Maybe so. But the millions of people who buy Williamson’s books and cassettes, the thousands who attend her monthly lectures on love, relationships, or whatever is on her mind, speak of her with an adoration bordering on worship. Those who “get” her, revere her. At her behest, they clasp hands with the strangers seated beside them. They close their eyes in meditation, leaving purses and packages unattended. On the eve of the Fourth of July, they sing “God Bless America,” and they do it in key. They sign up for her tape-of-the-month club; scan her Web site (www.marianne.com); and make religious pilgrimages with her to India, Stonehenge, and Ireland. As Jim Muccione, a college administrator and devotee, explains before one of Williamson’s summer lectures in her home base of Los Angeles, “She’s a warrior of the heart — I’m the pilgrim, and I consider her a teacher.”

Not everyone, of course, gets Williamson. Skeptics wonder what her motive is, though all she seems to ask is that people pray and love and buy a book or tape or two. They suggest that she’s only in it for the money, but then Williamson turns around and lets in for free anyone who can’t afford the suggested donation for her New York and Los Angeles lectures. Or she gets her big-bucks friends to donate to her charities, such as Project Angel Food, which provides meals to people living with HIV and AIDS. She’s an evangelical, to be sure, but also an unembarrassed political liberal whose latest book, The Healing of America, warns that spirituality can unite the country while politics steeped in religion can only divide it. Clearly hers is another case of the messenger being more complicated than the message.

“Because there’s a disconnection inside people, there is no listening,” Williamson says. “The reason that there are no major voices for social justice today is the listening isn’t there. We have to address it because people’s hearts aren’t open enough to hear. Do you understand what I’m saying?” In fact, much of what Williamson says makes perfect sense. She’s affirming the obvious, and even she concedes that most of it has been said before. She’s only paraphrasing for a postmodern world, fluttering around the margins of faith without forcing anyone to examine the core.

Williamson’s first book was the 1992 A Return to Love, which sold 750,000 copies in hardback, an equal number in paperback, and spent 39 weeks on the New York Times best-seller list.

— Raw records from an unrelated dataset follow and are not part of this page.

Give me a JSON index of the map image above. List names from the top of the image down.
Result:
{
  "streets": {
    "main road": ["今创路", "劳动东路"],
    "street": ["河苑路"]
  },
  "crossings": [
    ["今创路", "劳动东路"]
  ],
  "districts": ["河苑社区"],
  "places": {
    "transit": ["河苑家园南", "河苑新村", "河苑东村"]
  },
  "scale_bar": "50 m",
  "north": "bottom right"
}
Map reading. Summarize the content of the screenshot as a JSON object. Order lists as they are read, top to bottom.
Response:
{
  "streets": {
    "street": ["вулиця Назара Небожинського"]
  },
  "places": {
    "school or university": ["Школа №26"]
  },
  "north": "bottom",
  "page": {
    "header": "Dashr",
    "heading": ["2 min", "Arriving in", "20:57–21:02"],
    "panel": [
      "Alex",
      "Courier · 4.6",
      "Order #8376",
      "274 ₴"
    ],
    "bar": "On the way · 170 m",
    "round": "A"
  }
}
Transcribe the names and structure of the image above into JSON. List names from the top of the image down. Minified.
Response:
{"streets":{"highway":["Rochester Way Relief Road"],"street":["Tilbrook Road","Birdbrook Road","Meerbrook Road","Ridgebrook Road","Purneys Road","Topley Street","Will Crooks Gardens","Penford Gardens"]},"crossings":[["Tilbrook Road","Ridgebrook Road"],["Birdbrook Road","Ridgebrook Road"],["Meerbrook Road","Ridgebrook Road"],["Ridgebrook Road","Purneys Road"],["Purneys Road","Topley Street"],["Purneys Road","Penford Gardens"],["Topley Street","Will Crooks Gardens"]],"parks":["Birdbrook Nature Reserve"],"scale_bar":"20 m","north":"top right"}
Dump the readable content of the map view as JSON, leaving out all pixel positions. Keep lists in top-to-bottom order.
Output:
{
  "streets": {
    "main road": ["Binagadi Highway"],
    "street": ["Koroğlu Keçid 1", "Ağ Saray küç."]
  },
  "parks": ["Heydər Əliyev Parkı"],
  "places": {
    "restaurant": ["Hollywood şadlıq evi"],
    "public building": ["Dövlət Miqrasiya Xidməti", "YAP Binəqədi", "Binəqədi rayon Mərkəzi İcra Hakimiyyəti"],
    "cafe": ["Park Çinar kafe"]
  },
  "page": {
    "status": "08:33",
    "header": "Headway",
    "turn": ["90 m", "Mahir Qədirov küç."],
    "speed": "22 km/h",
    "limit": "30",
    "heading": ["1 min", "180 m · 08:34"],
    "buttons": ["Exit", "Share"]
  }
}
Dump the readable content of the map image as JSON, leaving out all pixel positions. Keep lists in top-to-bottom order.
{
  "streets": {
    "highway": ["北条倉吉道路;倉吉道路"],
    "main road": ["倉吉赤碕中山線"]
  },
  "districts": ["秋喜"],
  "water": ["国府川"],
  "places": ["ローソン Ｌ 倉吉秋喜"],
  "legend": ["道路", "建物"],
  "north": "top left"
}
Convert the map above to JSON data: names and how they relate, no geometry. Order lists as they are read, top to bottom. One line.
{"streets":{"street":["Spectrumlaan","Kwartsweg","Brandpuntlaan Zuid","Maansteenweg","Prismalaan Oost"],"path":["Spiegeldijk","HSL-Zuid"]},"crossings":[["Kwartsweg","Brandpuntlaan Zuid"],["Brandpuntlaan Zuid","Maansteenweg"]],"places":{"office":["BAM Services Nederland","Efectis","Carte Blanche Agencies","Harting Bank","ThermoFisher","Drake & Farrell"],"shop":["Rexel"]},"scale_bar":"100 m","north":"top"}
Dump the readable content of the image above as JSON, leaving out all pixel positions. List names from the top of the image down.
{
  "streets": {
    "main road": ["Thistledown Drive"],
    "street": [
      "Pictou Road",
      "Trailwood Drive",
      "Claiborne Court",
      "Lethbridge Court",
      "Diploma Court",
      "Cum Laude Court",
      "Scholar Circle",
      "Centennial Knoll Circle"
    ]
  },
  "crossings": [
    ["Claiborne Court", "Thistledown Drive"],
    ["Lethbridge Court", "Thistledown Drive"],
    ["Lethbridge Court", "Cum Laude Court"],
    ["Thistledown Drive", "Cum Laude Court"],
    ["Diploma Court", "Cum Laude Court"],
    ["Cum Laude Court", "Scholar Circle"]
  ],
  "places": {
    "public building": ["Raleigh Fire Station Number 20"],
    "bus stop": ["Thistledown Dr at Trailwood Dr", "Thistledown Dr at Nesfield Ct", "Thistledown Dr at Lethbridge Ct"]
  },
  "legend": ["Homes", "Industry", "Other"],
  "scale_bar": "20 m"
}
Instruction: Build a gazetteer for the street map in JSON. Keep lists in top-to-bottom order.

The book even won her a coveted on-air chat with Oprah Winfrey. A Return to Love was Williamson’s interpretation of the much deeper, more demanding A Course in Miracles, which Williamson describes as a “self-study program of spiritual psychotherapy.” Written by psychologist Helen Schucman between 1965 and 1972, the three-volume Course bills itself as a correction to Christianity — beginning from a premise of original innocence rather than one of original sin, for example, and focusing on the metaphysics of identity and ego formation. Schucman, who died in 1981, said that Jesus had dictated the books to her. At first, Williamson was turned off by Course‘s heavy emphasis on Christianity. But she ultimately reconciled it with her Jewish upbringing, and the woman who had written a Dear John letter to God as a Texas schoolgirl says she found her way free of “terrible emotional pain,” eventually even becoming Course‘s public face.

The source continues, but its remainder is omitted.